Samuel Hugueny received an MSc degree
in Computer Engineering from the Ecole National Superieure de Techniques Avancees, Paris
(ENSTA-Paritech), and is currently studying a DPhil
degree at the Institute of Biomedical Engineering in
the Department of Engineering Science, University
of Oxford. His research interests include medical
imaging, signal processing, novelty detection, and
patient monitoring.
David Wong is a BRC post-doctoral research
assistant at the Institute of Biomedical Engineering
in Oxford. He graduated from the University of
Oxford with MEng and DPhil degrees, for the
latter of which his research focussed on developing
systems to detect deterioration in hospital patient
vital-signs using machine learning signal processing
techniques.
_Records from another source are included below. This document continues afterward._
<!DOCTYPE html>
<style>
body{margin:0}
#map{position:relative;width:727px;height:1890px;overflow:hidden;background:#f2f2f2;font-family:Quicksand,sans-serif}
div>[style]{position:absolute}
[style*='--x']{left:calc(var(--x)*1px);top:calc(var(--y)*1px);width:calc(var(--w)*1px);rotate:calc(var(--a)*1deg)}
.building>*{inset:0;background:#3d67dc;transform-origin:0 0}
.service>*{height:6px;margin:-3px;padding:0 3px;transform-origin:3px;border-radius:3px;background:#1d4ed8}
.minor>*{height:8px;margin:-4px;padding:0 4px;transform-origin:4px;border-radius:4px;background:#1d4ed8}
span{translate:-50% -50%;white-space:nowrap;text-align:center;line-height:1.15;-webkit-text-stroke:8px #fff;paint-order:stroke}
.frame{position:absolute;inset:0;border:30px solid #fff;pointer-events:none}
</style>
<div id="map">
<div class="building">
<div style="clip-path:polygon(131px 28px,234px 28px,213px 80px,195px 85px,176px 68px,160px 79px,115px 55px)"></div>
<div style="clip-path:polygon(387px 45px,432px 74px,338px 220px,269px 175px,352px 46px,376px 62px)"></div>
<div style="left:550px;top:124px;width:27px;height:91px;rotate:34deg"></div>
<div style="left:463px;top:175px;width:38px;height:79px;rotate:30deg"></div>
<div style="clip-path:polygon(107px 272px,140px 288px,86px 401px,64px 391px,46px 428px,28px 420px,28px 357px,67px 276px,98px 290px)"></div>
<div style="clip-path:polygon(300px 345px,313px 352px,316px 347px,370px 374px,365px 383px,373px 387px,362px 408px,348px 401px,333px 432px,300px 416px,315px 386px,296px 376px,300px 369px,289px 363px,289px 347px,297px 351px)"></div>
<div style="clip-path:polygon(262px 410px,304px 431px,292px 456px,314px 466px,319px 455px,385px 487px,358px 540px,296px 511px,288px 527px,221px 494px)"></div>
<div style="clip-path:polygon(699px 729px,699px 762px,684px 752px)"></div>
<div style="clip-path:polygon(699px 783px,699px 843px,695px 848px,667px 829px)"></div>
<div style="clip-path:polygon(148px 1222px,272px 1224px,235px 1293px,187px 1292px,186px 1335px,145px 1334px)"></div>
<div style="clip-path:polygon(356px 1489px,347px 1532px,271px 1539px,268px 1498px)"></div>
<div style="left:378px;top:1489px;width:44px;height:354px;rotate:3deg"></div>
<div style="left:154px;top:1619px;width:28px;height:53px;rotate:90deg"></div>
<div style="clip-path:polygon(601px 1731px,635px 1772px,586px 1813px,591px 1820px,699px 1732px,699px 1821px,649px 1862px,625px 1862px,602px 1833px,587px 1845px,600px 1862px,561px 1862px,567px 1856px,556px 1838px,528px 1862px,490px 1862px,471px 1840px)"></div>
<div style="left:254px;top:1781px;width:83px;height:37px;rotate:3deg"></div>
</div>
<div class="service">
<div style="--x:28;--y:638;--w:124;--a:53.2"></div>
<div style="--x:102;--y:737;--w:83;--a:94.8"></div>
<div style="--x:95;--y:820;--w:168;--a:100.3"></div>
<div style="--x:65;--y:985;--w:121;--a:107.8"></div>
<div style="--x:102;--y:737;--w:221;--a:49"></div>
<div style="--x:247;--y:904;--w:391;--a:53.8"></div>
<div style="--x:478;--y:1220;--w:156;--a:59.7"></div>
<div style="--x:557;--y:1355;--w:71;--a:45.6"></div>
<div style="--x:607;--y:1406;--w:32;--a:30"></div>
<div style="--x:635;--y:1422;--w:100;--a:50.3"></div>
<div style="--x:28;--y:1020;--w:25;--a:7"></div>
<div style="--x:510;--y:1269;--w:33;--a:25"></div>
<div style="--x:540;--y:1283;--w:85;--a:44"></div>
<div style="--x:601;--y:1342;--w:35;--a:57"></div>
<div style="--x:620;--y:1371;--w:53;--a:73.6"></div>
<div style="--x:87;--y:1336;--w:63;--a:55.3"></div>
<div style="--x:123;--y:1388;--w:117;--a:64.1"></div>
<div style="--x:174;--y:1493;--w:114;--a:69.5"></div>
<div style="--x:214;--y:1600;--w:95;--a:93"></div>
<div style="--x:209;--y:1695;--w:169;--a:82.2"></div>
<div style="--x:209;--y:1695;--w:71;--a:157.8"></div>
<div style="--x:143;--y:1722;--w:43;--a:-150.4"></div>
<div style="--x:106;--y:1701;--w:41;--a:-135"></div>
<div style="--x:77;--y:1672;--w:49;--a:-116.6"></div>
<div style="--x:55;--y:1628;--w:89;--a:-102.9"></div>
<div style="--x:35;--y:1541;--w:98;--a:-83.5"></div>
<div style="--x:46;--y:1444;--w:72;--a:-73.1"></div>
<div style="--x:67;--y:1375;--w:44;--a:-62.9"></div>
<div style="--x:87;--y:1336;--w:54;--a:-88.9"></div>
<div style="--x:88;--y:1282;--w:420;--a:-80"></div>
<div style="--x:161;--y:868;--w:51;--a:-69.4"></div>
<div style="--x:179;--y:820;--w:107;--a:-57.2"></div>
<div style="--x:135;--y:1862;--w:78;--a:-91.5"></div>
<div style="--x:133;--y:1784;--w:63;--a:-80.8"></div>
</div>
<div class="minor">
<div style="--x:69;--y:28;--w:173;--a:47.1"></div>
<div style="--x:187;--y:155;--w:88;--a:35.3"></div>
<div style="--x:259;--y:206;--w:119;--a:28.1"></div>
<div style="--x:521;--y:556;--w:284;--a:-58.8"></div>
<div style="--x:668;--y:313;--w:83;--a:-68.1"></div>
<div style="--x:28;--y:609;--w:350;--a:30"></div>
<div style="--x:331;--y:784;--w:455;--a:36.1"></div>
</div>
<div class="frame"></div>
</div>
His recent interests include determining
vital-sign trends using time-series analysis. David
is currently involved in a number of clinical studies
to assess the effect of computer-assisted systems
in increasing patient safety, and reducing nursing workload during routine
hospital observations.
Lionel Tarassenko received the B.A. degree in engineering science in 1978 and the Ph.D. degree in medical engineering in 1985, both from the University
of Oxford. He has held the Chair in Electrical Engineering at Oxford University since October 1997. He
was elected to a Fellowship of the IEE in 1996, when
he was also awarded the IEE Mather Premium for
his work on neural networks, and to a Fellowship of
the Royal Academy of Engineering (RAE) in 2000.
Prof. Tarassenko was awarded the Silver Medal of the
Royal Academy of Engineering for his contribution
to British engineering in 2006, and was awarded the CBE for services to engineering in 2011.